Tuesday, February1, 2005

Peggy McCracken

Squarely Pegged

By Peggy McCracken

Cotton overflows
Flomot gin yards

Daddy wanted so much to make 100 bales of cotton in one year. He promised that he would buy us girls a piano when that happened. And furniture for Mama. And a new car for us all. One extra good year we made about 20 bales. Far short of his dream, and we never got the new car.

We did get an old piano and a hand-me-down sofa about a year before I married and moved to the big city of Quitaque.

If Daddy were still alive (he’d be 111), he would be in high cotton this year, because 30+ inches of rain have produced abundant crops all over that part of the country, according to Ruth Skinner Lee, our landlord’s daughter.

“I don't remember such fields in my whole life. Two bales on dry land is not uncommon. Now you remember our land has spotted soil and it may not be the same across but its been a wonderful year for some of the farmers,” she said in a recent email.

She also invited my siblings and me to attend the triennial homecoming July 2, which we plan to do. Since our last meeting, three of the homeomcing regulars have died. Barney Joe Martin is the latest to shuffle off this mortal coil. He was 74 and a pal of my older brother. I fell in love with him when I was 5 and he came to spend the night. I remember that he refused shredded coconut while we waited for supper. Mama then made an extra pie with no coconut just for him, but he preferred the coconut pie.

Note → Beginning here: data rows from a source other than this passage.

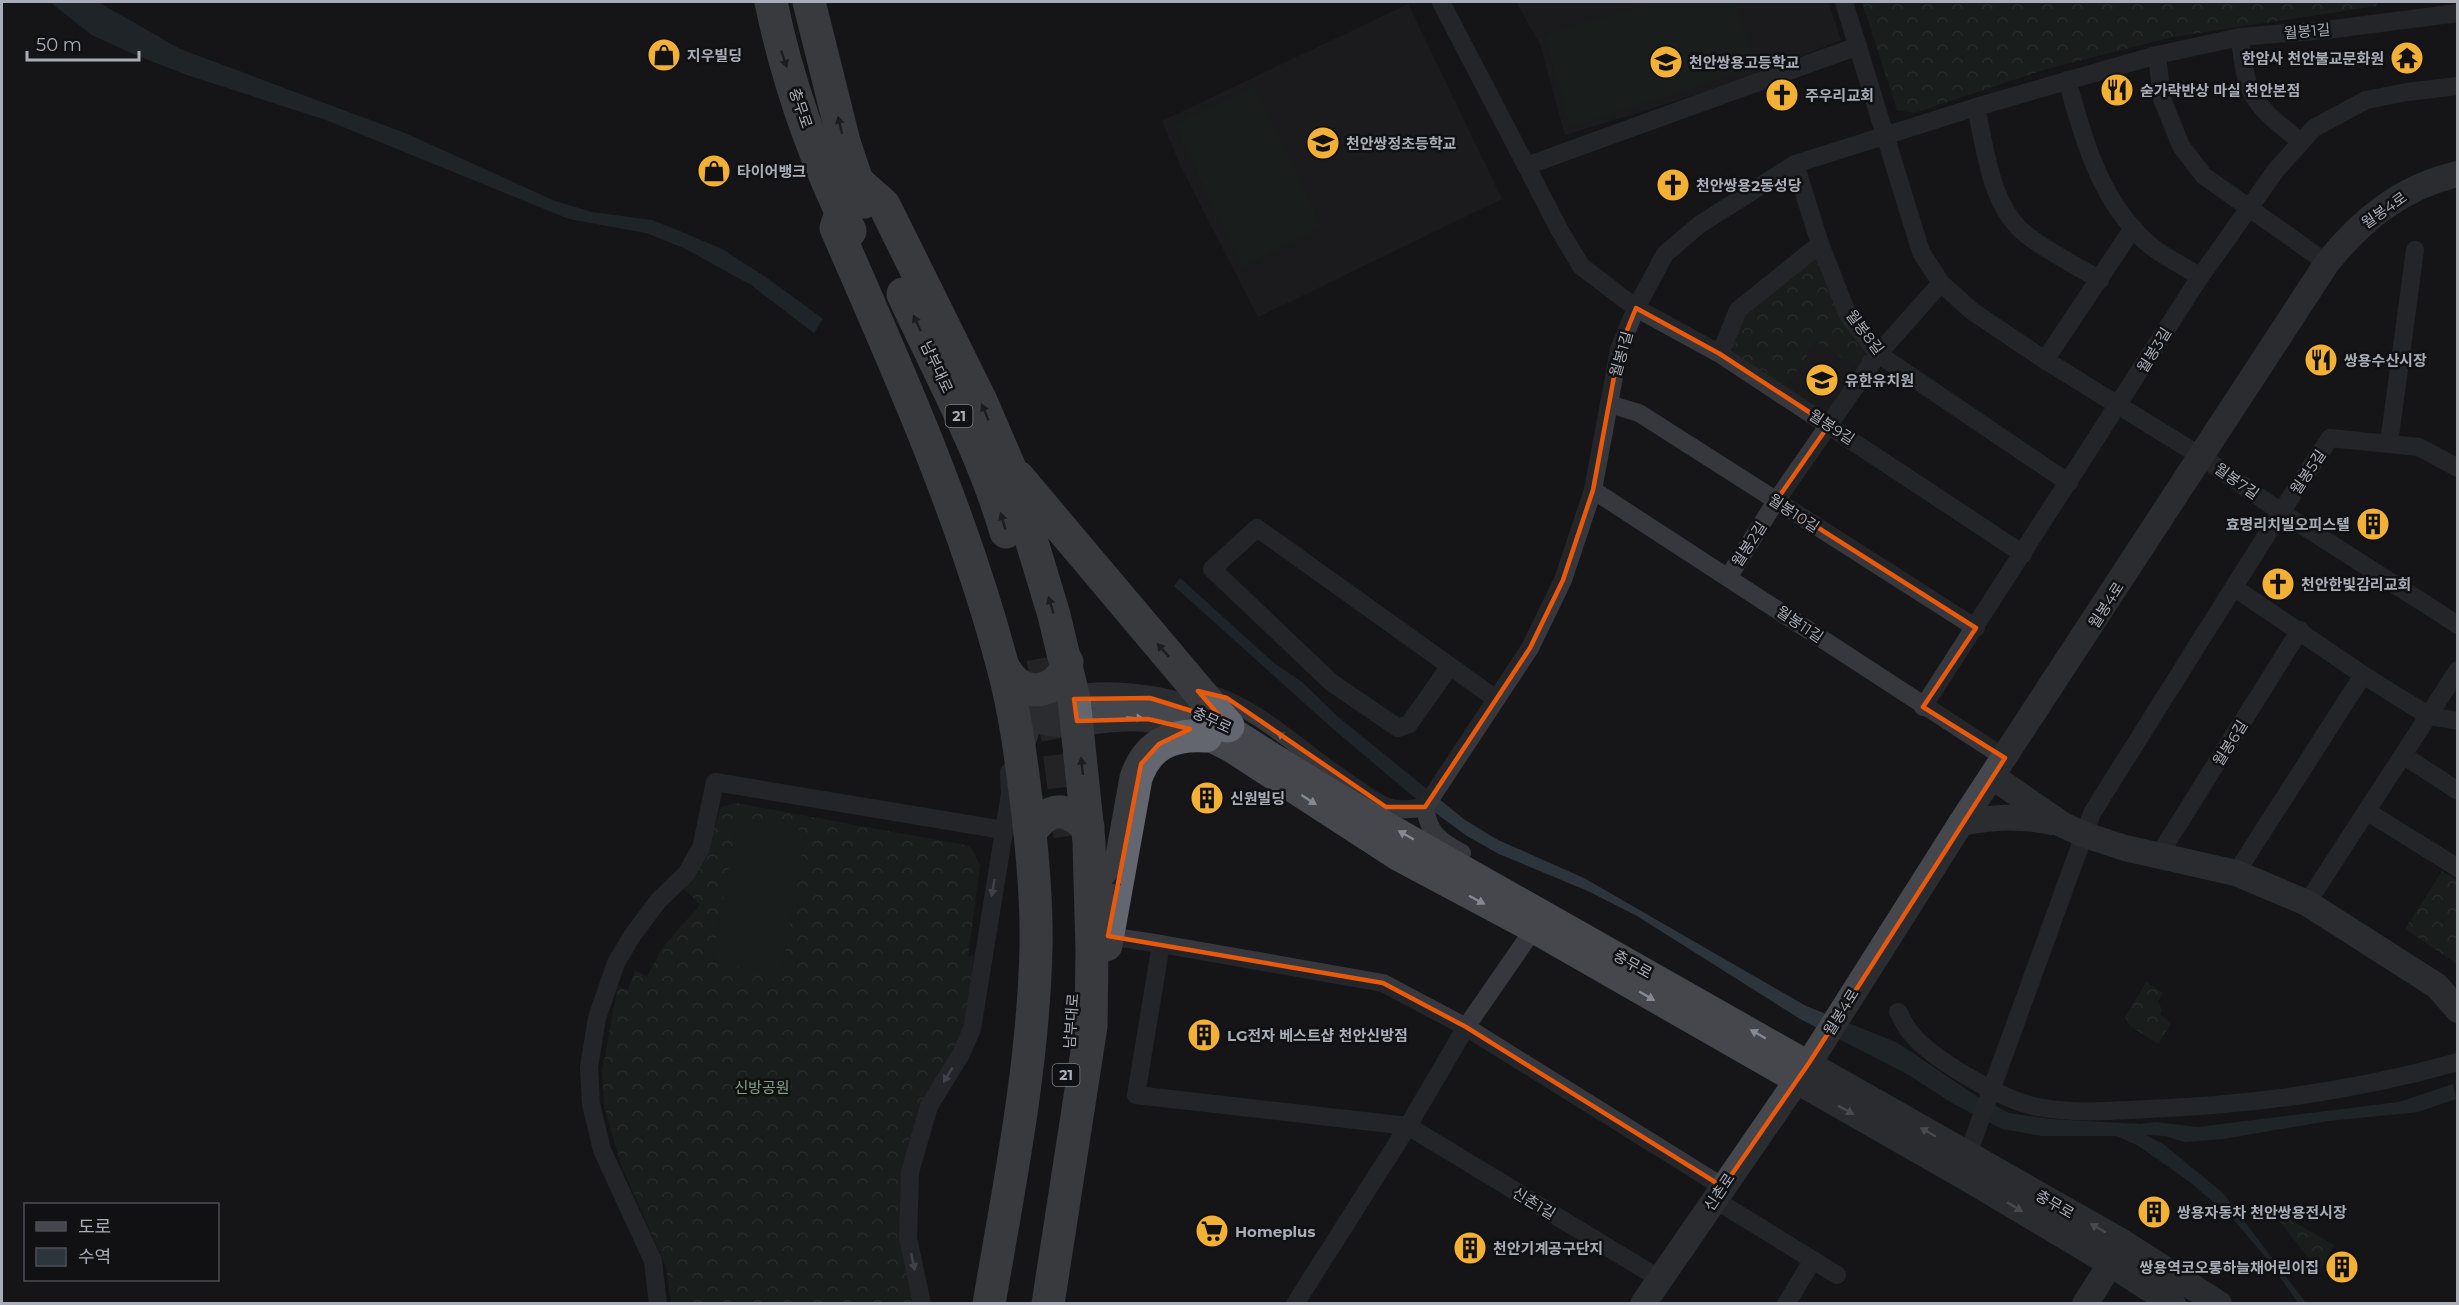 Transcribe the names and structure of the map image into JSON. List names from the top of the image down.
{
  "streets": {
    "highway": ["충무로", "남부대로", "21"],
    "main road": ["월봉4로", "신촌로"],
    "street": [
      "월봉1길",
      "월봉8길",
      "월봉3길",
      "월봉9길",
      "월봉5길",
      "월봉7길",
      "월봉10길",
      "월봉2길",
      "월봉11길",
      "월봉6길",
      "신촌1길"
    ]
  },
  "crossings": [
    ["월봉1길", "월봉8길"],
    ["월봉1길", "월봉9길"],
    ["월봉1길", "월봉7길"],
    ["월봉1길", "월봉10길"],
    ["월봉1길", "월봉11길"],
    ["충무로", "월봉4로"],
    ["충무로", "남부대로"],
    ["충무로", "월봉5길"],
    ["충무로", "신촌로"],
    ["월봉4로", "월봉7길"],
    ["월봉4로", "월봉11길"],
    ["월봉4로", "신촌로"],
    ["월봉8길", "월봉3길"],
    ["월봉8길", "월봉2길"],
    ["월봉3길", "월봉9길"],
    ["월봉3길", "월봉7길"],
    ["월봉3길", "월봉10길"],
    ["월봉3길", "월봉11길"],
    ["남부대로", "21"],
    ["월봉9길", "월봉2길"],
    ["월봉5길", "월봉7길"],
    ["월봉7길", "월봉2길"],
    ["월봉10길", "월봉2길"],
    ["월봉2길", "월봉11길"],
    ["신촌로", "신촌1길"]
  ],
  "parks": ["신방공원"],
  "places": {
    "shop": ["지우빌딩", "타이어뱅크"],
    "temple": ["한암사 천안불교문화원"],
    "school or university": ["천안쌍용고등학교", "천안쌍정초등학교", "유한유치원"],
    "restaurant": ["숟가락반상 마실 천안본점", "쌍용수산시장"],
    "church": ["주우리교회", "천안쌍용2동성당", "천안한빛감리교회"],
    "building": [
      "효명리치빌오피스텔",
      "신원빌딩",
      "LG전자 베스트샵 천안신방점",
      "쌍용자동차 천안쌍용전시장",
      "천안기계공구단지",
      "쌍용역코오롱하늘채어린이집"
    ],
    "supermarket": ["Homeplus"]
  },
  "legend": ["도로", "수역"],
  "scale_bar": "50 m"
} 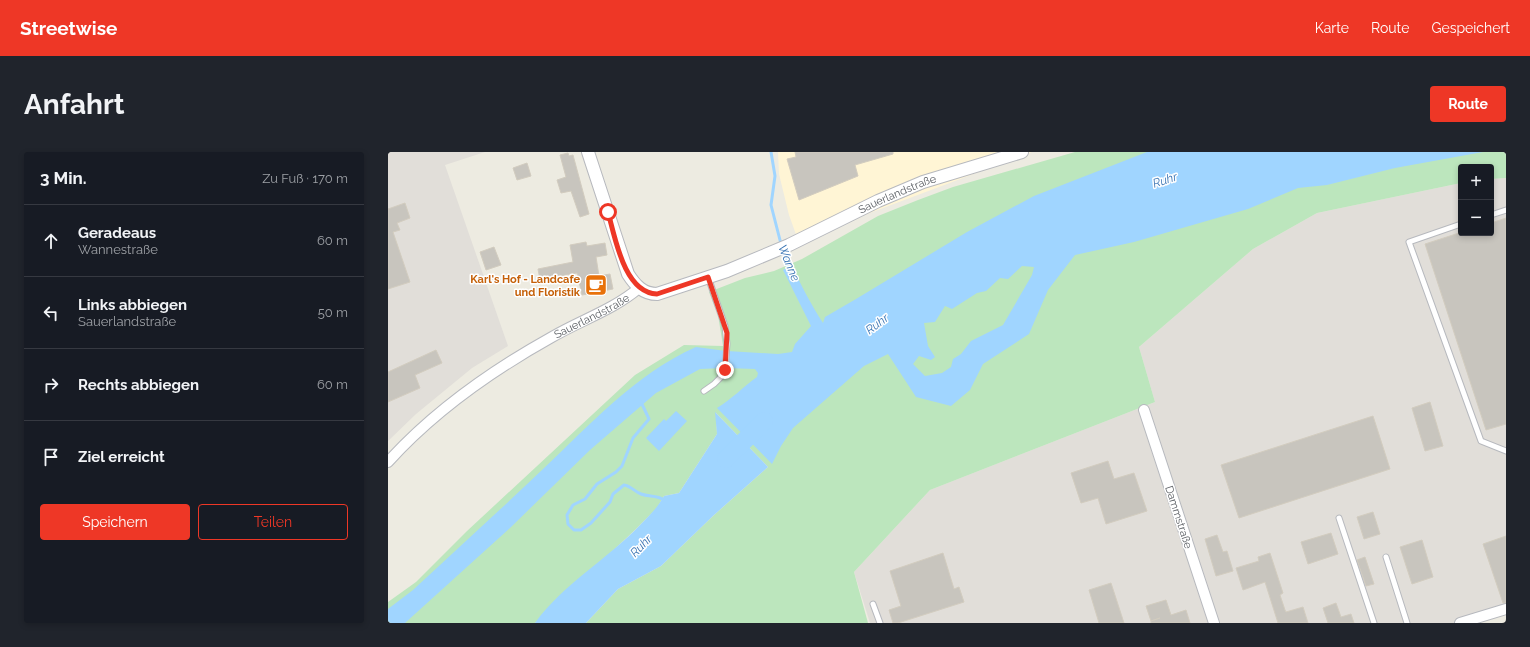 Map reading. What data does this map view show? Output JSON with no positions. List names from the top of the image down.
{
  "streets": {
    "street": ["Sauerlandstraße", "Dammstraße"]
  },
  "water": ["Ruhr", "Wanne"],
  "places": {
    "cafe": ["Karl's Hof - Landcafe und Floristik"]
  },
  "page": {
    "header": "Streetwise",
    "nav": ["Karte", "Route", "Gespeichert"],
    "buttons": [
      "Route",
      ["Speichern", "Teilen"]
    ],
    "title": "Anfahrt",
    "heading": ["3 Min.", "Zu Fuß · 170 m"],
    "map_buttons": ["+", "−"],
    "list": [
      ["Geradeaus", "Wannestraße", "60 m"],
      ["Links abbiegen", "Sauerlandstraße", "50 m"],
      ["Rechts abbiegen", "60 m"],
      "Ziel erreicht"
    ]
  }
}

Isn’t it funny the little events we choose to remember from the billions that happen over a lifetime?

Barney Joe didn’t return my affection, and shortly after graduation, he married Cloris Neatherlin from Quitaque. They remained friends and lovers, dancing every dance at homecoming together. I don’t recall seeing either of them dancing with anyone else.

My dance card gets smaller every homecoming, as the few men I could drag out onto the concrete slab that used to be a schoolhouse have either died or got so stove up they can’t two-step anymore. Richard Nall was quite a dancer. Like Barney Joe, he danced only with his wife, Jane, until she died in a car wreck some years ago. Since then, my sister Mary and I have shared him. Last homecoming, it sprinkled most of the night, but we just kept dancing. That was an especially dry year, and I wouldn’t have stopped it if I could, knowing what rain means to farmers and ranchers. Ironically, it was rain that caused Richard’s pickup to hydroplane and crash that same year. So Mary and I will have to share our brother Walter or dance together if we want to dance.

Girls dancing with girls was not uncommon when we were young, because the boys didn’t want to dance. It didn’t matter much, because dancing was verboten at Flomot anyway.

I got another email about Flomot this week. Marcella and David Lovett said they met two Flomot exes in Lubbock, where they now live. Wanda Moseley was a few grades behind me, and I didn’t know her well. And I don’t recall meeting her mother, who is related to Dene Lindsey. Dene has asked me about them and where they lived. I couldn’t even remember that until my younger sister described their place as being just east of Flomot on the north side of the road. I had forgotten people even lived there, because the school bus didn’t cross the creek to their houses. When the creek was up, nobody crossed.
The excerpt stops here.